The poor performance of GM’s joint ventures in China is costing the automaker $5 billion



The poor performance of General Motors’ joint ventures in China is forcing the company to write down assets and take restructuring costs totaling more than $5 billion in the fourth quarter of this year.

The A car manufacturer from Detroit said in a regulatory filing Wednesday that it would reduce the value of its equity stake in those ventures by $2.6 billion to $2.9 billion when it reports results early next year. In addition, GM will take on $2.7 billion worth of restructuring costs, most of it during the fourth quarter.

The non-cash charges will reduce the company’s net income but will not affect adjusted pre-tax earnings, GM said in a filing with the U.S. Securities and Exchange Commission.

GM has owned a 50% joint venture with SAIC General Motors Corp. for years. and has other joint ventures, including a financial arm. The ventures used to be a reliable source of equity income for the company, but have posted losses in the past year.

Ventures lost $347 million from January to September, compared with a profit of $353 million in the same period in 2023. Still, GM expects to announce net profit for the full year of 10.4 to 11.1 billion dollars.

China has become an increasingly difficult market for foreign car manufacturers, with BYD and other domestic companies, raising their quality and reducing costs. The country also has subsidized domestic car manufacturers.

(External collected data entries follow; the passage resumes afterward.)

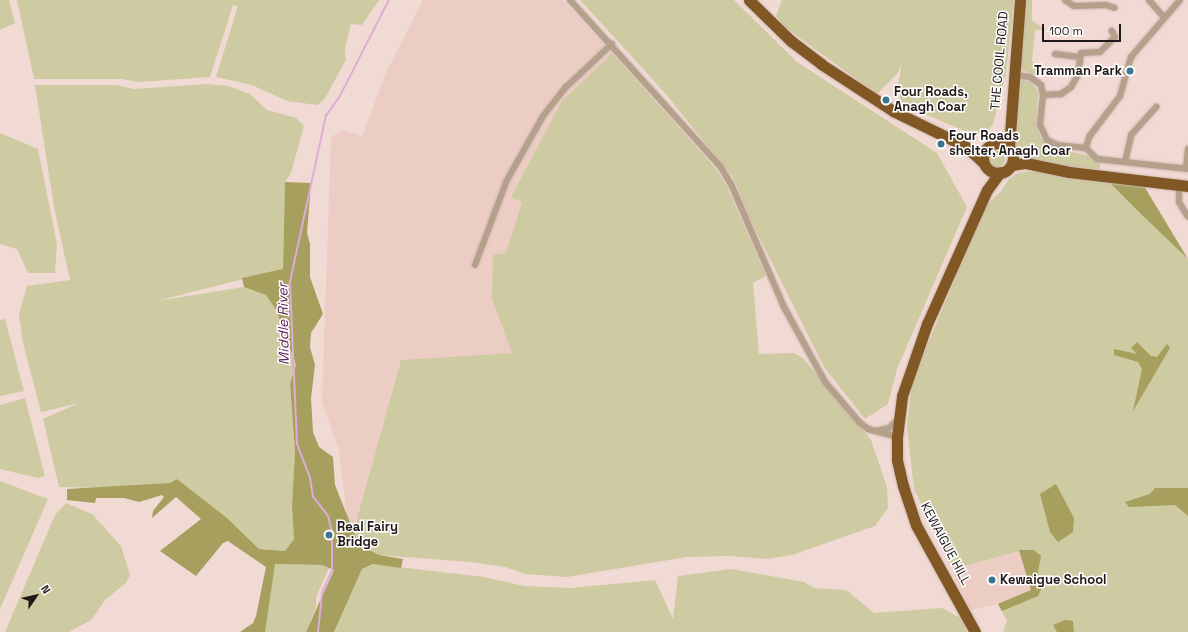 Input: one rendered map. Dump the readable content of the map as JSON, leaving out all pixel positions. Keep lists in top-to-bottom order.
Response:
{
  "streets": {
    "highway": ["THE COOIL ROAD", "KEWAIGUE HILL"]
  },
  "water": ["Middle River"],
  "places": [
    "Tramman Park",
    "Four Roads, Anagh Coar",
    "Four Roads shelter, Anagh Coar",
    "Real Fairy Bridge",
    "Kewaigue School"
  ],
  "scale_bar": "100 m",
  "north": "top right"
}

The master joint venture with SAIC, called SGM, completes restructuring actions that GM expects will “address market challenges and competitive conditions,” GM said in the filing.

At GM’s third-quarter earnings conference call, Chief Financial Officer Paul Jacobson said restructuring in China had not yet begun, but sales were up and inventories were down.

CEO Mary Barra said China is a difficult environment because some domestic brands “don’t seem to prioritize profitability, they definitely prioritize production.” She said GM can make money there in a different way, focusing on the new pickup truck and importing premium vehicles.

Shares of General Motors slipped 3% before the open on Wednesday.